__Data extracted from a collection__:

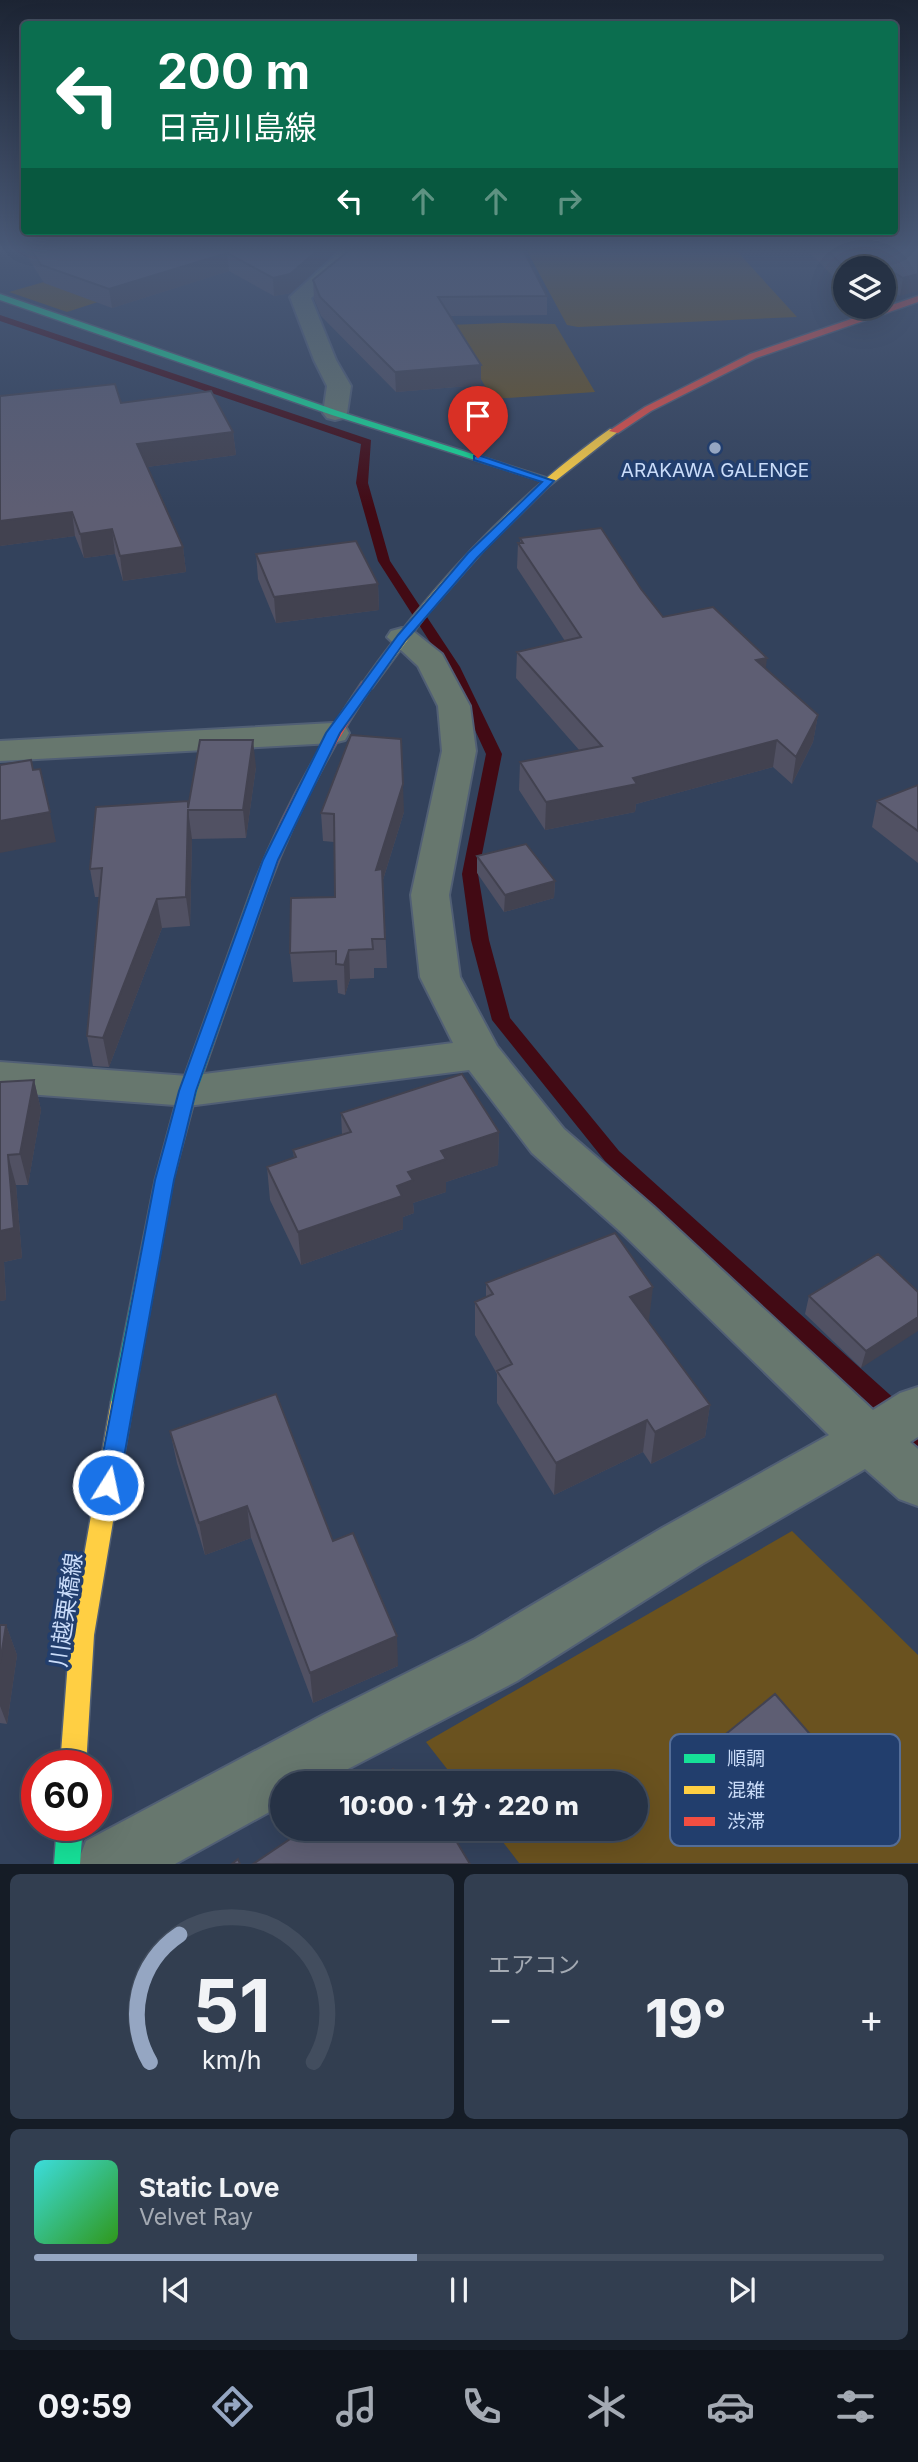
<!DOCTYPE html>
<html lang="ja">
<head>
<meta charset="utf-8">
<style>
	:root { --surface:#263245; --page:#323e50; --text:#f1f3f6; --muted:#a4aab3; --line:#424d5e; --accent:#95a6c2 }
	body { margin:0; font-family:Inter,"Noto Sans JP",sans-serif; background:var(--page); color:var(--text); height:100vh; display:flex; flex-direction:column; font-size:26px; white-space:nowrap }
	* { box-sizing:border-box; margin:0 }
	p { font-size:23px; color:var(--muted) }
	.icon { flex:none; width:38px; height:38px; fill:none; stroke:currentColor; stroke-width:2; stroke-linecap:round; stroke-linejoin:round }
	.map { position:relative; height:1864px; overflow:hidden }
	.details { display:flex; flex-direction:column; gap:10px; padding:10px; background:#151c26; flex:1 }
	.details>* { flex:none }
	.top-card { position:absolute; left:21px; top:21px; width:877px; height:214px; border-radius:7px; box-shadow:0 7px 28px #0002,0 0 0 2px var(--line); background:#0b6e4f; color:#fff; overflow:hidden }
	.fabs { position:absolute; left:833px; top:256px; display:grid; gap:14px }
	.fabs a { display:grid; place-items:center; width:63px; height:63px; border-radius:50%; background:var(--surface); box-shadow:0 7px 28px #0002,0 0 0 2px var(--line); font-size:35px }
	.speed { position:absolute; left:21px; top:1750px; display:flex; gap:14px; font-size:35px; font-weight:700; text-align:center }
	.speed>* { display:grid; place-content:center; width:91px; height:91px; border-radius:50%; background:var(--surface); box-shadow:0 7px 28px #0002,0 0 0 2px var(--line); line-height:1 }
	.speed .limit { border:10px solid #d22; background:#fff; color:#111 }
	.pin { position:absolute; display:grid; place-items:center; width:60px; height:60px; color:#fff; margin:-72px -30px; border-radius:50% 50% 50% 0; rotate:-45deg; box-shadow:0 0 7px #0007 }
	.pin .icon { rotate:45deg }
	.me { position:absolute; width:77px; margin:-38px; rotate:10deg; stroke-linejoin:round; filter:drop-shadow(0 0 5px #0008) }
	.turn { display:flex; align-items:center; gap:24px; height:147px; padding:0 21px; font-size:32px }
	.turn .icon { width:91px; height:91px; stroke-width:2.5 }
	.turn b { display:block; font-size:49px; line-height:60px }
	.lanes { display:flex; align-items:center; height:66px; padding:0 21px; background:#0003; justify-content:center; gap:35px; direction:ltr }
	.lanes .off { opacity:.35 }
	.big { font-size:52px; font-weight:800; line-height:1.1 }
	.details .card { flex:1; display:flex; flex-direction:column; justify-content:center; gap:10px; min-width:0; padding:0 24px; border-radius:10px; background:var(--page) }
	.details .dial { align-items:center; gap:0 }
	.dial svg { height:182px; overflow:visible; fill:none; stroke:var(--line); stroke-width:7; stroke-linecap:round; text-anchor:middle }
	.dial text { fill:var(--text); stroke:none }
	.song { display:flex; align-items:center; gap:21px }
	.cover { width:84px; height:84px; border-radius:10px; background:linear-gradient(135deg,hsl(180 70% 55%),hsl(110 70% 35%)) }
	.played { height:7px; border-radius:4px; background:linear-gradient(90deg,var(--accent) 45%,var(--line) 45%) }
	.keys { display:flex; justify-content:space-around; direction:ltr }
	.heat { display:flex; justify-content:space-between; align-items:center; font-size:38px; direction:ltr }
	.details .tiles { flex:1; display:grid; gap:10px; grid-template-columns:1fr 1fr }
	.card:last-child { grid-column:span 2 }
	.trip { position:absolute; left:270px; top:1771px; width:378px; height:70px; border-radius:35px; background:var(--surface); box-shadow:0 7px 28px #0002,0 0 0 2px var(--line); font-weight:800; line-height:70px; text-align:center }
	.tabs { display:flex; height:112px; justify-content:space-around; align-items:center; background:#0f141c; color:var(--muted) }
	.tabs .icon { width:49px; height:49px }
	.tabs .current { color:var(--accent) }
	.tabs b { font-size:32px; color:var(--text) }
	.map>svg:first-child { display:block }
	.green { fill:#6a521f }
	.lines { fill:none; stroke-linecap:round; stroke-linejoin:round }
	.stream { fill:#420a14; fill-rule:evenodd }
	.street-casing { stroke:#515f75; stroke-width:4 }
	.fast-casing { stroke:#515f75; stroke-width:3 }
	.slow-casing { stroke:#515f75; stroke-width:3 }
	.jam-casing { stroke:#515f75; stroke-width:3 }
	.street { fill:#67776e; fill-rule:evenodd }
	.fast { fill:#16e098; fill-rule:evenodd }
	.slow { fill:#ffcf43; fill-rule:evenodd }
	.jam { fill:#f24e42; fill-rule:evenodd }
	.wall { fill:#515163 }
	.shaded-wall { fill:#424250 }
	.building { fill:#5e5e73; stroke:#424250; stroke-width:2 }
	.route { fill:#1a73e8; stroke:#114b97; stroke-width:2 }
	.poi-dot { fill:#95a6c2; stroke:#223e6d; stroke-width:2.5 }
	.labels { text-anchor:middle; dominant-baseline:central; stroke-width:7; stroke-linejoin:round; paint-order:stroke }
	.far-poi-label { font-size:19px; fill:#cadcf9; stroke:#223e6d }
	.street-label { font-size:23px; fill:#cadcf9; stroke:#223e6d }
	.key { fill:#223e6d; stroke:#546d97; stroke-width:2 }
	.key-label { font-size:19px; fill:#cadcf9 }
</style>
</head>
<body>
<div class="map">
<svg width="918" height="1864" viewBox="0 0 918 1864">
	<rect width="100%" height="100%" fill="#33425c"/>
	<path class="green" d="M529 248H734L797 317 578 327 567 325 527 251Z
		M89 269 141 288 67 312 9 292Z
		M503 323 555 324 595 392 493 399 448 325Z
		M792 1531 918 1655V1863H519L493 1829H635V1783H458L426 1742Z"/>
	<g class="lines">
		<path class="stream" d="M0 315 371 440 368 483 390 561 460 667 502 754 478 874 489 940 510 1018 619 1151 918 1420V1446L910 1442 605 1161 492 1020 471 940 462 874 486 754 446 667 378 561 356 483 361 444 0 321Z"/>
		<defs>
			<path id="street" d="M344 248H364L349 266 311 298 336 360 351 386 347 413 343 418 335 420 327 418 323 413 327 386 314 360 290 297Z
				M402 628 413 631 442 654 470 706 476 751 449 895 460 977 497 1046 564 1129 654 1207 873 1410 900 1393 918 1387V1437L910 1442 918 1449V1506L899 1499 865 1469 702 1564 517 1681 321 1783H282V1805L175 1864H77L86 1841 323 1715 475 1639 662 1528 829 1435 622 1233 532 1153 469 1070 188 1106 0 1092V1062L188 1076 453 1043 420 977 411 895 442 751 438 706 418 666 387 637 391 631Z
				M333 723 345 726 349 733 345 740 333 743 0 761V741Z"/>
			<path id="fast" d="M0 294 338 411 554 480 545 482 332 415 0 300Z
				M259 886 267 891 197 1091 173 1180 133 1402 129 1408 122 1411 115 1408 111 1402 155 1180 179 1091 251 891Z
				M57 1825H83L80 1864H54Z"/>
			<path id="slow" d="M610 429 619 431 549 486 484 550 424 618 372 688H362L361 685C430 587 512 498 610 429Z
				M122 1393 129 1396 133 1402 94 1635 86 1766H60L70 1635 111 1402 115 1396Z"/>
			<path id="jam" d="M918 296V302L756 358 651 411 618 433 609 431 645 407 750 354Z
				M367 681 373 685C329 750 294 818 267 891L259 896 254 894 251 891C280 816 317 748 362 682Z"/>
		</defs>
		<use href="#street" class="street-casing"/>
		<use href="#fast" class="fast-casing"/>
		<use href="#slow" class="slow-casing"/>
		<use href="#jam" class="jam-casing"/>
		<use href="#street" class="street"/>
		<use href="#fast" class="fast"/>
		<use href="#slow" class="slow"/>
		<use href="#jam" class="jam"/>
	</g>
	<path class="wall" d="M22 248H340L291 293 274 296 229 271 112 308 44 283Z
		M806 248H918L900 296 890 290H884V268H845V285L843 282H838Z
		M313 280 547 296V315L450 316 481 385 396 392 321 316 314 299Z
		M121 403 233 432 236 455 147 467 183 547 186 572 123 581 115 554 84 558 75 536 0 546Z
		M520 538 641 589 663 617 766 669 818 715 813 742 792 784 773 767 636 804 635 812 545 830 519 790 520 762 580 751 516 678 517 652 565 641 517 568 518 543H520Z
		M256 554 378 584 379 610 276 623 258 579Z
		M256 767 246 838 192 839 190 926 162 928 109 1067 93 1066 87 1036 99 897H95L90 869 189 804Z
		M918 785V863L872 827 877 801Z
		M404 812 383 880 387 968H374V978L350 979 345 995 338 993 337 980 293 982 290 953 335 897 334 842 323 841 321 813Z
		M477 856 555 881 554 898 504 912 477 873Z
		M34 1080 41 1110 28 1185H16L22 1258 4 1262 6 1300 0 1301V1082Z
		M341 1113 499 1132 498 1165 446 1182V1192L413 1203 414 1213 403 1217V1229L301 1265 270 1200 267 1167 294 1158 293 1150 342 1135Z
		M486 1283 649 1320 647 1321 710 1405 705 1437 651 1464 643 1452 554 1495 497 1403V1374L475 1335V1302L486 1298Z
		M918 1292 861 1368 805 1314 809 1296Z
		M170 1431 333 1541 398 1666 313 1703 251 1538 205 1555 177 1463Z
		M0 1625H6L17 1655 7 1724 0 1723Z
		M710 1747 836 1764 831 1780 766 1836 707 1763Z"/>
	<path class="shaded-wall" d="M320 248H340L291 293 274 296 273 278Z
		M227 253 229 271 112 308 109 289Z
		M918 274V291L900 296 903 278Z
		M481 365V385L396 392 395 372Z
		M233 432 236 455 140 468 137 444Z
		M72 512 75 536 0 546V521Z
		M112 529 115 554 84 558 80 534Z
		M183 547 186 572 123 581 120 556Z
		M378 584 379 610 276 623 274 597Z
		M767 658 764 684 756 660Z
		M818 715 813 742 792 784 796 757Z
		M253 740 256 767 246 838 243 810Z
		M777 740 773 767 636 804 635 812 545 830 546 802 633 778Z
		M403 784 404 812 377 899 376 870Z
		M188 810 192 839 190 926 186 897Z
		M50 812 56 842 0 853V821Z
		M555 881 554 898 504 912 505 895Z
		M157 899 162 928 109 1067 103 1038Z
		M349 950 350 979 345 995 344 965Z
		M34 1080 41 1110 28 1185 20 1154Z
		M499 1132 498 1165 446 1182V1192L413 1203 414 1213 403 1217V1229L301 1265 298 1232 397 1186 408 1172 441 1151Z
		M8 1155 16 1185 22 1258 4 1262 6 1300 0 1301V1231Z
		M653 1287 649 1320 626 1329 630 1297Z
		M918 1317V1331L861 1368 866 1351Z
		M710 1405 705 1437 651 1464 655 1432Z
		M647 1420 643 1452 554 1495 556 1463Z
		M247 1506 251 1538 205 1555 199 1523Z
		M6 1625 17 1655 7 1724 0 1706V1663Z
		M397 1636 398 1666 313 1703 310 1673Z
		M836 1764 831 1780 766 1836 771 1821Z"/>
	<path class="building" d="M30 248H320L290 274 273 278 227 253 109 289 41 265Z
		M352 248H522L547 296 438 297 481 365 395 372 320 297 313 280Z
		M825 248H918V274L903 278 893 272H884V268H849L845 264H841Z
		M115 384 121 403 211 391 233 432 137 444 183 547 120 556 112 529 80 534 72 512 0 521V396Z
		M601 528 641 589 663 617 713 607 767 658 756 660 818 715 796 757 777 740 633 778 637 784 546 802 520 762 602 746 517 652 581 637 518 543H523L520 538Z
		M356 541 378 584 274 597 256 554Z
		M351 735 401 739 403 784 376 870 382 869 385 939H372L373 949 349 950 344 965 336 964V951L290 953 291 898 335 897 334 814 321 813Z
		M200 740H253L243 810H188L186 897 157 899 103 1038 87 1036 102 868 90 869 96 807 188 801V808Z
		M31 760 33 770 40 769 50 812 0 821V765Z
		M918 785V831L877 801Z
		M526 844 555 881 505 895 477 856Z
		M462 1074 499 1132 441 1151 446 1159 408 1172 413 1180 397 1186 402 1196 298 1232 267 1167 296 1157 293 1150 351 1132 341 1113Z
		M34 1080 20 1154 8 1155 14 1228 0 1231V1082Z
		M615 1233 653 1287 630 1297 710 1405 655 1432 647 1420 556 1463 497 1371 512 1364 475 1302 493 1294 486 1283Z
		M878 1254 918 1292V1317L866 1351 809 1296Z
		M276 1394 333 1541 353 1533 397 1636 310 1673 247 1506 199 1523 170 1431Z
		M0 1625H6L0 1663Z
		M775 1694 836 1764 771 1821 710 1747Z
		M393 1769 401 1783H372Z
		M305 1829H449L470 1864H253Z
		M238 1859 240 1864H232Z"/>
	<linearGradient id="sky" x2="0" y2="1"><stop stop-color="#1c2433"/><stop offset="0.49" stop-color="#4a5a78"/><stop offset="1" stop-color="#4a5a78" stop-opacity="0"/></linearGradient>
	<rect width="918" height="509" fill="url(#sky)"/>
	<path class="route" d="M474 456H481L554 481 477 558 406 640 340 733 278 860 196 1091 185 1136 174 1180 119 1485 116 1492 108 1495 100 1492 97 1485 155 1180 167 1136 179 1091 263 860 326 733 398 635 468 553 542 482 474 460Z"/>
	<circle class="poi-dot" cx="715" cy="448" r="7"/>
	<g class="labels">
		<g class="far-poi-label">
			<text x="715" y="470">ARAKAWA GALENGE</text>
		</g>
		<g class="street-label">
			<text transform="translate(66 1610) rotate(-82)">川越栗橋線</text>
		</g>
	</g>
	<rect x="670" y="1734" width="230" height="112" rx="10" class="key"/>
	<rect x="684" y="1754" width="31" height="9" fill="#16e098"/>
	<rect x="684" y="1786" width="31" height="8" fill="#ffcf43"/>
	<rect x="684" y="1817" width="31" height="9" fill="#f24e42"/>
	<g class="key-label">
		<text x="727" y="1765">順調</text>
		<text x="727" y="1797">混雑</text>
		<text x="727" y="1828">渋滞</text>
	</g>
</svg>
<div class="fabs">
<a><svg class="icon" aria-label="layers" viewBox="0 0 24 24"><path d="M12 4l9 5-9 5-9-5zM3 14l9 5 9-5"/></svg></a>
</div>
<div class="speed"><div class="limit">60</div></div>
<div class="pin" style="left:478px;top:458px;background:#d93025"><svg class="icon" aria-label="arrive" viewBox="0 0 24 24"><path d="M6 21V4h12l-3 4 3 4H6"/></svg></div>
<svg class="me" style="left:108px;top:1485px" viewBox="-20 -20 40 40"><circle r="17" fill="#1a73e8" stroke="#fff" stroke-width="3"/><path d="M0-11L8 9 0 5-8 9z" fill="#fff"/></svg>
<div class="trip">10:00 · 1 分 · 220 m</div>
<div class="top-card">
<div class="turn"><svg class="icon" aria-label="left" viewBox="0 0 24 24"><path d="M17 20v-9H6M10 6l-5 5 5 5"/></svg><div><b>200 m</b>日高川島線</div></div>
<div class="lanes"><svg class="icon" aria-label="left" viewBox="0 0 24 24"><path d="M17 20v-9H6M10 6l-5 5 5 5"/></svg><svg class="icon off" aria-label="ahead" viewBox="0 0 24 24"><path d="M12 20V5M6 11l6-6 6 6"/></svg><svg class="icon off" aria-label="ahead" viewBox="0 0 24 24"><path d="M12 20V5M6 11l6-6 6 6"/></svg><svg class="icon off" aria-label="right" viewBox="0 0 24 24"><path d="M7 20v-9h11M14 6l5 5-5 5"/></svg></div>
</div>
</div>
<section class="details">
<div class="tiles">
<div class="card dial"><svg viewBox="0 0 100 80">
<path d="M14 69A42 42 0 1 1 86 69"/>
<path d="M14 69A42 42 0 0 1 27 13" stroke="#95a6c2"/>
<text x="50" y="56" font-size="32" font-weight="700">51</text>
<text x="50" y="72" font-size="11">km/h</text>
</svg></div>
<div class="card"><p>エアコン</p>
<div class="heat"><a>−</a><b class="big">19°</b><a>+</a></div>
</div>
<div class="card">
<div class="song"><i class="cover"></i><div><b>Static Love</b><p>Velvet Ray</p></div></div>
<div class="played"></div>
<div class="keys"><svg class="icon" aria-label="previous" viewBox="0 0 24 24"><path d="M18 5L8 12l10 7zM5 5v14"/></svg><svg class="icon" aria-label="pause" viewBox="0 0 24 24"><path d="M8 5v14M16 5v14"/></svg><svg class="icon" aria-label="next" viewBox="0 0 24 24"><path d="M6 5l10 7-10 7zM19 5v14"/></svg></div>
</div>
</div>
</section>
<nav class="tabs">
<b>09:59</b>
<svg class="icon current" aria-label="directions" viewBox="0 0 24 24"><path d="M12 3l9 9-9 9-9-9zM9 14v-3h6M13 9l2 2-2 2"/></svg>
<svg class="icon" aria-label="music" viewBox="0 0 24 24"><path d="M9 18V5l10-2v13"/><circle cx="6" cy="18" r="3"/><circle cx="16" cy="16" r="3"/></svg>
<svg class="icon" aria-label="phone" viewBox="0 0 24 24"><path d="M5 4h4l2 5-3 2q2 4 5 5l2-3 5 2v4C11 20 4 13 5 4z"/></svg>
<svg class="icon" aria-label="climate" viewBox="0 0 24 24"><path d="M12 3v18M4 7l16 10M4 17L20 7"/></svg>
<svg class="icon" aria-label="car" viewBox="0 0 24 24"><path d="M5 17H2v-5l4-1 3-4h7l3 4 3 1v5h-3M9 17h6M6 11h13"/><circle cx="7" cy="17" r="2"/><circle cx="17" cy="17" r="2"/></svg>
<svg class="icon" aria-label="filters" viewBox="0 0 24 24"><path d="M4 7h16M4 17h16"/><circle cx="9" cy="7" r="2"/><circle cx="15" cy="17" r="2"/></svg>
</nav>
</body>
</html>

__Task to complete__:
Give back precisely the lines above that start at the line containing "M256 767 246" and end at the line containing "M397 1636 398 1666 313 1703 310 1673Z", inclusive. No other lines belong in the output.

__Exercise result__:
		M256 767 246 838 192 839 190 926 162 928 109 1067 93 1066 87 1036 99 897H95L90 869 189 804Z
		M918 785V863L872 827 877 801Z
		M404 812 383 880 387 968H374V978L350 979 345 995 338 993 337 980 293 982 290 953 335 897 334 842 323 841 321 813Z
		M477 856 555 881 554 898 504 912 477 873Z
		M34 1080 41 1110 28 1185H16L22 1258 4 1262 6 1300 0 1301V1082Z
		M341 1113 499 1132 498 1165 446 1182V1192L413 1203 414 1213 403 1217V1229L301 1265 270 1200 267 1167 294 1158 293 1150 342 1135Z
		M486 1283 649 1320 647 1321 710 1405 705 1437 651 1464 643 1452 554 1495 497 1403V1374L475 1335V1302L486 1298Z
		M918 1292 861 1368 805 1314 809 1296Z
		M170 1431 333 1541 398 1666 313 1703 251 1538 205 1555 177 1463Z
		M0 1625H6L17 1655 7 1724 0 1723Z
		M710 1747 836 1764 831 1780 766 1836 707 1763Z"/>
	<path class="shaded-wall" d="M320 248H340L291 293 274 296 273 278Z
		M227 253 229 271 112 308 109 289Z
		M918 274V291L900 296 903 278Z
		M481 365V385L396 392 395 372Z
		M233 432 236 455 140 468 137 444Z
		M72 512 75 536 0 546V521Z
		M112 529 115 554 84 558 80 534Z
		M183 547 186 572 123 581 120 556Z
		M378 584 379 610 276 623 274 597Z
		M767 658 764 684 756 660Z
		M818 715 813 742 792 784 796 757Z
		M253 740 256 767 246 838 243 810Z
		M777 740 773 767 636 804 635 812 545 830 546 802 633 778Z
		M403 784 404 812 377 899 376 870Z
		M188 810 192 839 190 926 186 897Z
		M50 812 56 842 0 853V821Z
		M555 881 554 898 504 912 505 895Z
		M157 899 162 928 109 1067 103 1038Z
		M349 950 350 979 345 995 344 965Z
		M34 1080 41 1110 28 1185 20 1154Z
		M499 1132 498 1165 446 1182V1192L413 1203 414 1213 403 1217V1229L301 1265 298 1232 397 1186 408 1172 441 1151Z
		M8 1155 16 1185 22 1258 4 1262 6 1300 0 1301V1231Z
		M653 1287 649 1320 626 1329 630 1297Z
		M918 1317V1331L861 1368 866 1351Z
		M710 1405 705 1437 651 1464 655 1432Z
		M647 1420 643 1452 554 1495 556 1463Z
		M247 1506 251 1538 205 1555 199 1523Z
		M6 1625 17 1655 7 1724 0 1706V1663Z
		M397 1636 398 1666 313 1703 310 1673Z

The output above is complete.